Mohon tunggu...
Hendrikus Dasrimin
Hendrikus Dasrimin Mohon Tunggu... Mahasiswa - Scribo ergo sum (aku menulis maka aku ada)

Kunjungi pula artikel saya di: (1) Kumpulan artikel ilmiah Google Scholar: https://scholar.google.com/citations?user=aEd4_5kAAAAJ&hl=id (2) ResearchGate: https://www.researchgate.net/profile/Henderikus-Dasrimin (3)Blog Pendidikan: https://pedagogi-andragogi-pendidikan.blogspot.com/ (4) The Columnist: https://thecolumnist.id/penulis/dasrimin

Selanjutnya

Tutup

Sosbud Artikel Utama

3 Hal Inspiratif dari Keluarga Kudus Nazareth bagi Keluarga Kristiani

27 Desember 2022   09:08 Diperbarui: 28 Desember 2022   10:15 1497
+
Laporkan Konten
Laporkan Akun
Kompasiana adalah platform blog. Konten ini menjadi tanggung jawab bloger dan tidak mewakili pandangan redaksi Kompas.
Lihat foto
Ilustrasi keluarga kudus Nazareth. (Foto: Dokumentasi Pribadi)

Kita bertanya: mengapa Yesus, Maria dan Yosef disebut sebagai keluarga kudus dari Nasareth? Apakah karena di dalamnya ada "Yesus" sang putera Allah? Atau apakah karena Maria telah dipilih Allah menjadi Bunda Allah dan Yosef sebagai seorang bapak yang tulus hati? 

Tentu ini bukan merupakan satu-satunya penyebab sehingga mereka disebut keluarga kudus. Injil sangat jelas mengungkapkan mengapa mereka disebut "keluarga kudus".

Pertama: Iman

Iman mereka telah membawa Yesus, Maria dan Yosef kepada sebuah penghormatan bahwa "mereka adalah keluarga kudus". 

Karena iman "ketika genap waktu pentahiran menurut hukum Taurat Musa, maka Maria dan Yosef membawa Sang Bayi ke Yerusalem untuk dipersembahkan kepada Tuhan. Karena semua anak laki-laki sulung harus dikuduskan bagi Allah". 

Iman yang sama telah menghantar Maria kepada fiatnya "Aku ini hamba Tuhan, jadilah padaku menurut perkataanMu". Dengan demikian ia menjadi Bunda Allah dan Yosef tidak ragu-ragu mendampingi Maria dalam masa-masa sulit.

Inti upacara penyerahan itu sendiri ialah persembahan korban yang diusahakan oleh keluarga sendiri lalu diserahkan kepada imam. Upacara ini mengingatkan "penyerahan" Samuel oleh Hana, ibunya, yang dapat dibaca dalam kitab I Samuel (1:20-28).

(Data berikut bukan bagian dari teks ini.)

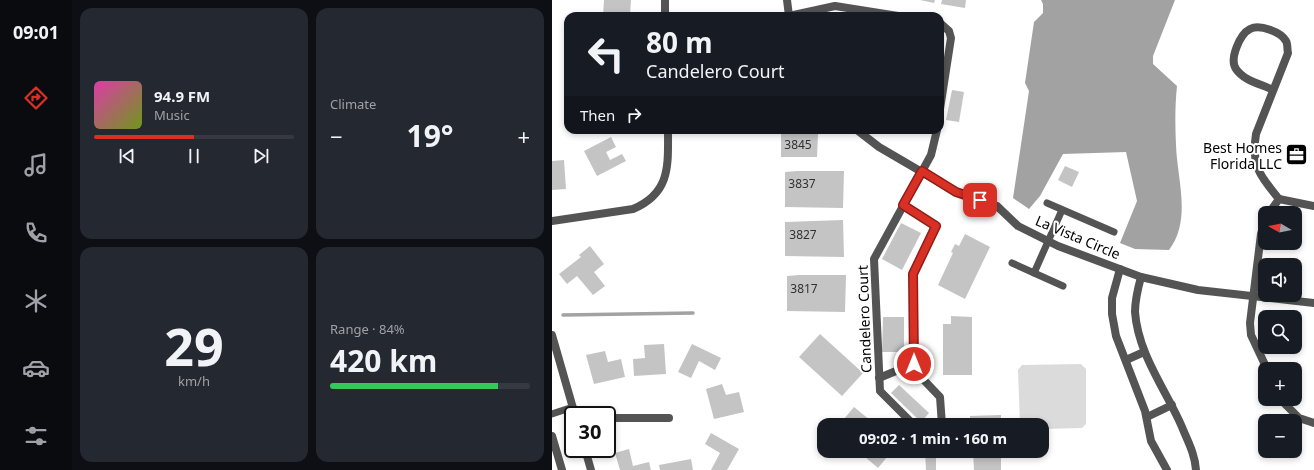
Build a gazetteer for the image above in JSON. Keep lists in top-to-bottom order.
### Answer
{
  "streets": {
    "street": ["La Vista Circle", "Candelero Court"]
  },
  "crossings": [
    ["La Vista Circle", "Candelero Court"]
  ],
  "places": {
    "office": ["Best Homes Florida LLC"]
  },
  "house_numbers": [
    "3845",
    "3837",
    "3827",
    "3817"
  ],
  "north": "left",
  "page": {
    "tabs": "09:01",
    "tile": [
      "Climate",
      ["29", "km/h"],
      ["Range · 84%", "420 km"]
    ],
    "turn": ["80 m", "Candelero Court"],
    "song": ["94.9 FM", "Music"],
    "then": "Then",
    "heat": ["−", "19°", "+"],
    "map_buttons": ["+", "−"],
    "limit": "30",
    "trip": "09:02 · 1 min · 160 m"
  }
}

Perlu dicatat, Lukas sama sekali tidak berceritera tentang upacara yang pernah disinggungnya ataupun jalannya upacara dan persembahan apa yang dibawa Maria dan Yosef. 

Lukas juga tidak menyinggung mengenai imam yang memimpin upacara itu. Tetapi yang diceriterakan Lukas secara terperinci ialah perjumpaan Yusuf -- Maria dengan Simeon dan Hana serta nubuat-nubuat yang diucapkan kedua orang ini mengenai bayi Yesus; tentang perjumpaan antara orang beriman.

Rahasia Yesus luput dari pengamatan para imam. Yang menangkapnya ialah dua orang sederhana itu, orang biasa, berusia lanjut, yang tidak seberapa dihargai masyarakat. 

Simeon dan Hana miskin dihadapan Allah, seperti para gembala yang dikunjungi bala tentara malaekat.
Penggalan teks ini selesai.